PROBLEM TO WORK ON: Count, in the data that follows, every line with the string "button", and give that count as the whole reply.
# # # # # # #
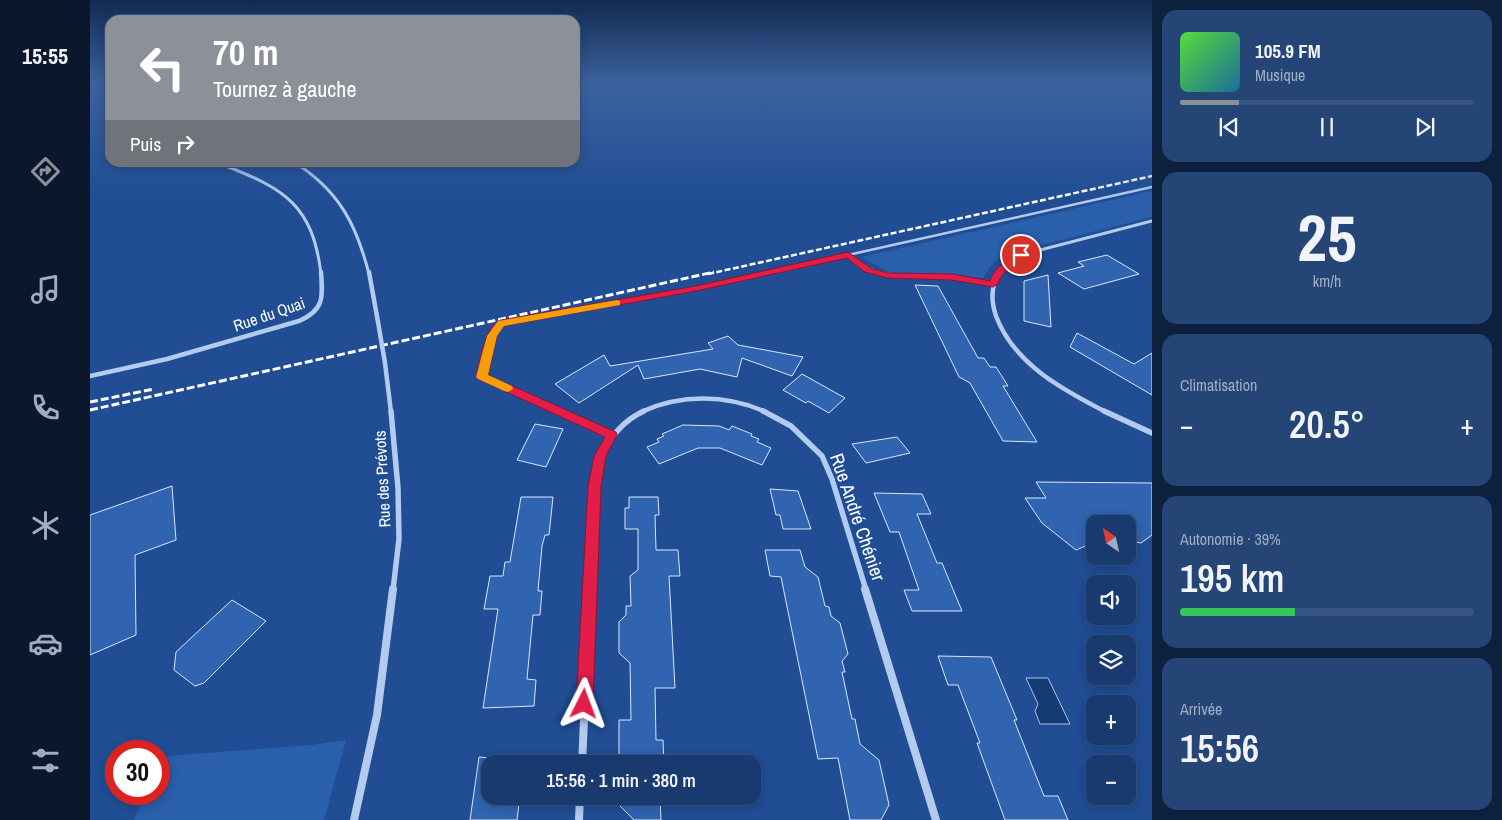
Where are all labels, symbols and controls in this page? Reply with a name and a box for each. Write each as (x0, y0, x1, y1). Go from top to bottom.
text: 70 m (213, 29, 278, 76)
icon: left (130, 35, 195, 100)
text: 105.9 FM (1255, 38, 1321, 64)
text: 15:55 (22, 41, 68, 71)
text: Musique (1255, 64, 1305, 86)
text: Tournez à gauche (213, 74, 356, 104)
icon: previous (1215, 113, 1243, 141)
icon: pause (1313, 113, 1341, 141)
icon: next (1411, 113, 1439, 141)
icon: right (171, 130, 199, 158)
text: Puis (130, 131, 161, 157)
icon: directions (28, 154, 63, 189)
text: 25 (1297, 194, 1357, 281)
pin (1000, 234, 1042, 276)
icon: arrive (1007, 241, 1035, 269)
text: km/h (1313, 270, 1341, 292)
icon: music (28, 272, 63, 307)
street label: Rue du Quai (230, 291, 308, 337)
text: Climatisation (1180, 374, 1257, 396)
icon: phone (28, 390, 63, 425)
text: 20.5° (1289, 399, 1365, 450)
text: − (1180, 406, 1193, 444)
text: + (1461, 406, 1474, 444)
street label: Rue des Prévots (368, 430, 396, 528)
street label: Rue André Chénier (824, 450, 892, 585)
icon: climate (28, 508, 63, 543)
north arrow (1086, 515, 1136, 565)
map controls (1086, 515, 1136, 805)
text: Autonomie · 39% (1180, 528, 1281, 550)
text: 195 km (1180, 553, 1284, 604)
button: sound (1086, 575, 1136, 625)
icon: car (28, 626, 63, 661)
button: layers (1086, 635, 1136, 685)
position arrow (557, 677, 609, 729)
button: + (1086, 695, 1136, 745)
text: Arrivée (1180, 698, 1222, 720)
text: 15:56 (1180, 723, 1259, 774)
speed limit sign: 30 (105, 740, 170, 805)
icon: filters (28, 743, 63, 778)
button: − (1086, 755, 1136, 805)
text: 15:56 · 1 min · 380 m (546, 767, 696, 793)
# # # # # # #
SOLUTION FOR THIS TASK: 4